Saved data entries
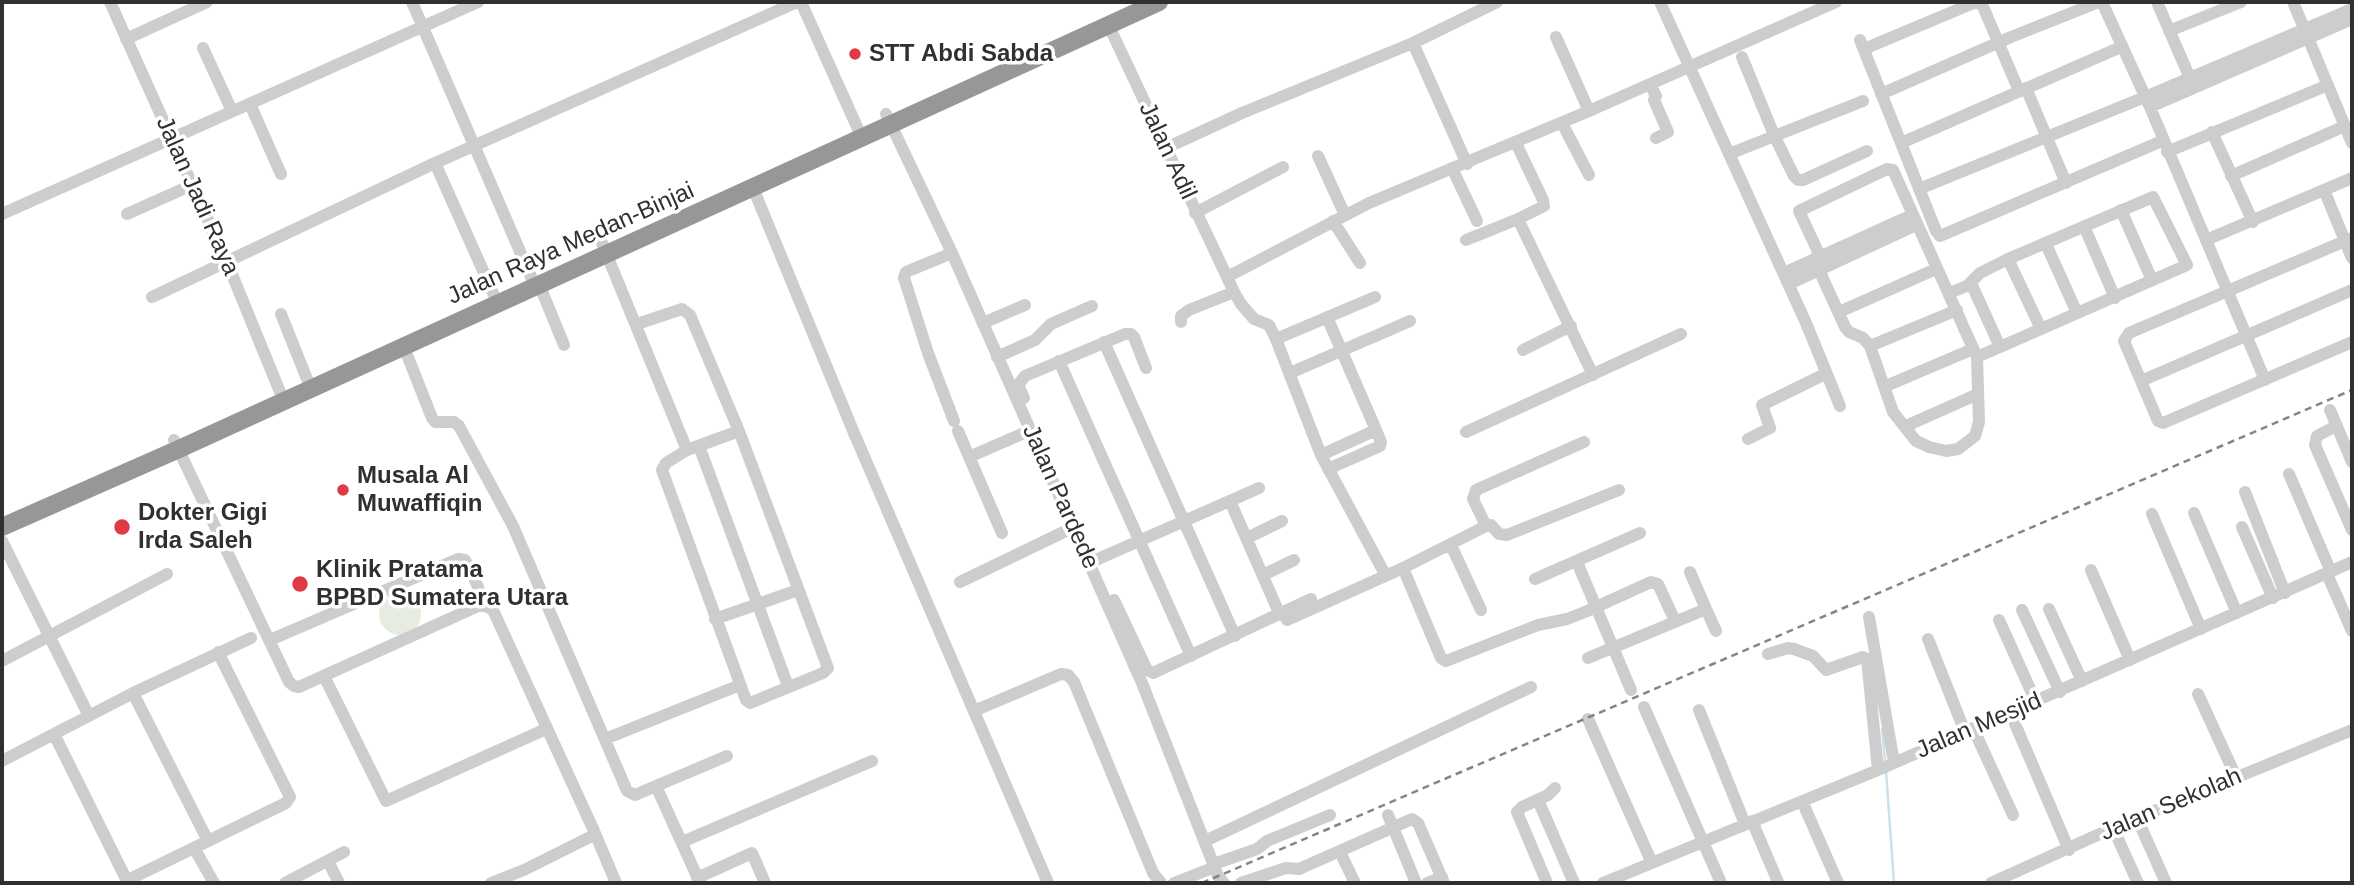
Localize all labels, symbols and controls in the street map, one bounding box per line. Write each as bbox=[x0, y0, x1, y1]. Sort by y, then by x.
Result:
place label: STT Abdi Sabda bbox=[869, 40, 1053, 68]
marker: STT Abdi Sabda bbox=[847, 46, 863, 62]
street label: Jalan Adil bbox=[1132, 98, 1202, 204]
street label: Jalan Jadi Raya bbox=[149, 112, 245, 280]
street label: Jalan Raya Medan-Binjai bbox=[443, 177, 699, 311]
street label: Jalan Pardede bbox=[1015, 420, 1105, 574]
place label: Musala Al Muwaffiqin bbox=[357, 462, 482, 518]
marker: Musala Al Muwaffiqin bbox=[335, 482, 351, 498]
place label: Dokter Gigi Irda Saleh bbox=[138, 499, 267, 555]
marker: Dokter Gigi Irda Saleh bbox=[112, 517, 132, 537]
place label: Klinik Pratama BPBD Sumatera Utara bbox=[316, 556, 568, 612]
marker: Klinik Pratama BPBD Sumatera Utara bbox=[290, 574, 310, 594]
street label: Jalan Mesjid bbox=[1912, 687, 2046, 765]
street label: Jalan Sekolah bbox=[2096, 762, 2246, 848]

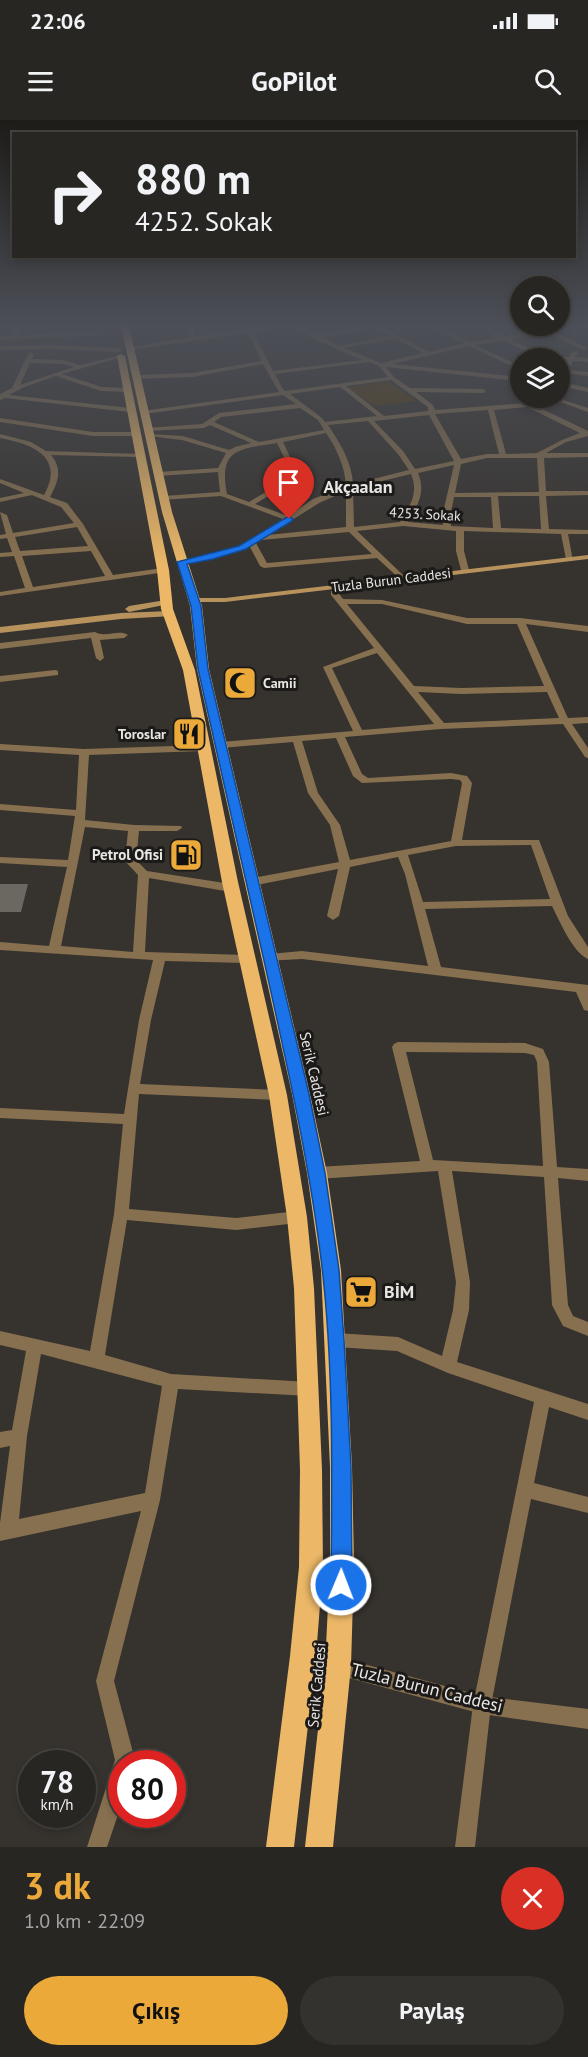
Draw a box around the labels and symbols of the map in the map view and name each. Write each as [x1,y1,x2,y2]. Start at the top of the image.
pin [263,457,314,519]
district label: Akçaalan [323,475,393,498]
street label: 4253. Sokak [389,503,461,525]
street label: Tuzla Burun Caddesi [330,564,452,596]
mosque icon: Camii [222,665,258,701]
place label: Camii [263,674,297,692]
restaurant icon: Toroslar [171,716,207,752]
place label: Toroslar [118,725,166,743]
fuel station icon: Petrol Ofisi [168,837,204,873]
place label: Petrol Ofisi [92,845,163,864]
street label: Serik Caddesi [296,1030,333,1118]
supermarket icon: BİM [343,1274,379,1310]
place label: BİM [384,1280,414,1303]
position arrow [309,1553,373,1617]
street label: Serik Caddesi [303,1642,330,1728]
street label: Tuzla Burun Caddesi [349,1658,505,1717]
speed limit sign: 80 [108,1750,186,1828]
* * *
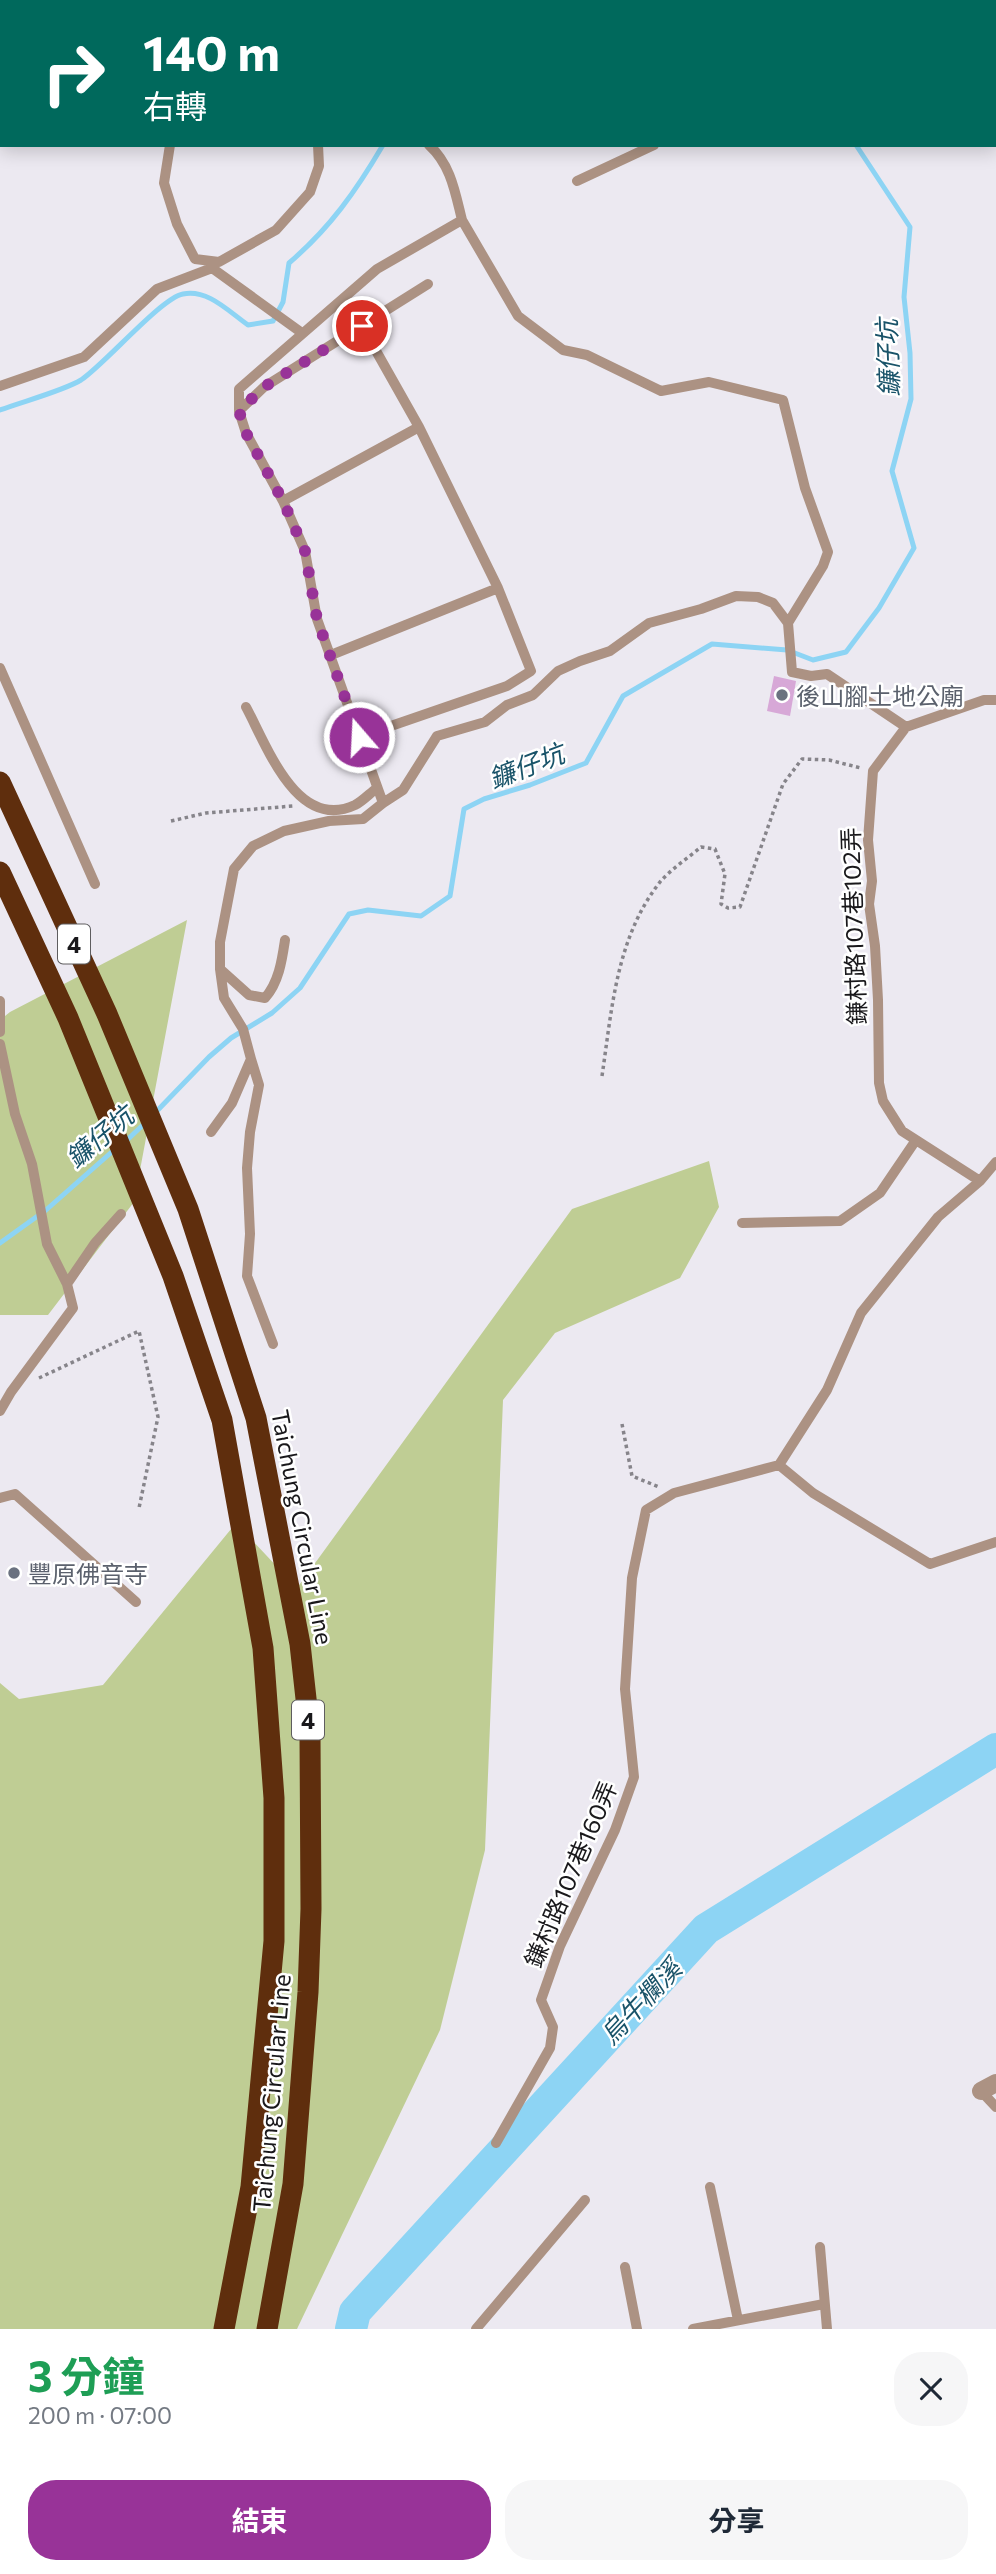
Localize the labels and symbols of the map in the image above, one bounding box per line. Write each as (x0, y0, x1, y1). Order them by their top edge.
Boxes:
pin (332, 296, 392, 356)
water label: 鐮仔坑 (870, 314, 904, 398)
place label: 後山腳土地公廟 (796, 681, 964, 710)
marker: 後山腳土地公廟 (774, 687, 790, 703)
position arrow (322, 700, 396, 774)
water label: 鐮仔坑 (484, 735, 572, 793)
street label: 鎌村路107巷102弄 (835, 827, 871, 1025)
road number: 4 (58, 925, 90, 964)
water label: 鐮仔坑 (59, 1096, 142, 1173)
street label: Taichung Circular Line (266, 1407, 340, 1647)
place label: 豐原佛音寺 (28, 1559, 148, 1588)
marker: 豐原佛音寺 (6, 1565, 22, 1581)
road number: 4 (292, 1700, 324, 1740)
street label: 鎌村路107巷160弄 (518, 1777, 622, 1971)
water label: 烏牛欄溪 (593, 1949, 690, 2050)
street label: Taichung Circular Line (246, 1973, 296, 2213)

ACTIVITY: Show all lines from the data above in which the word "Localize" appears.

OUTPUT BELOW:
Localize all labels, symbols and controls in the street map, one bounding box per line. Write each as bbox=[x0, y0, x1, y1]. Sort by y, then by x.
Localize the labels and symbols of the map in the image above, one bounding box per line. Write each as (x0, y0, x1, y1). Order them by their top edge.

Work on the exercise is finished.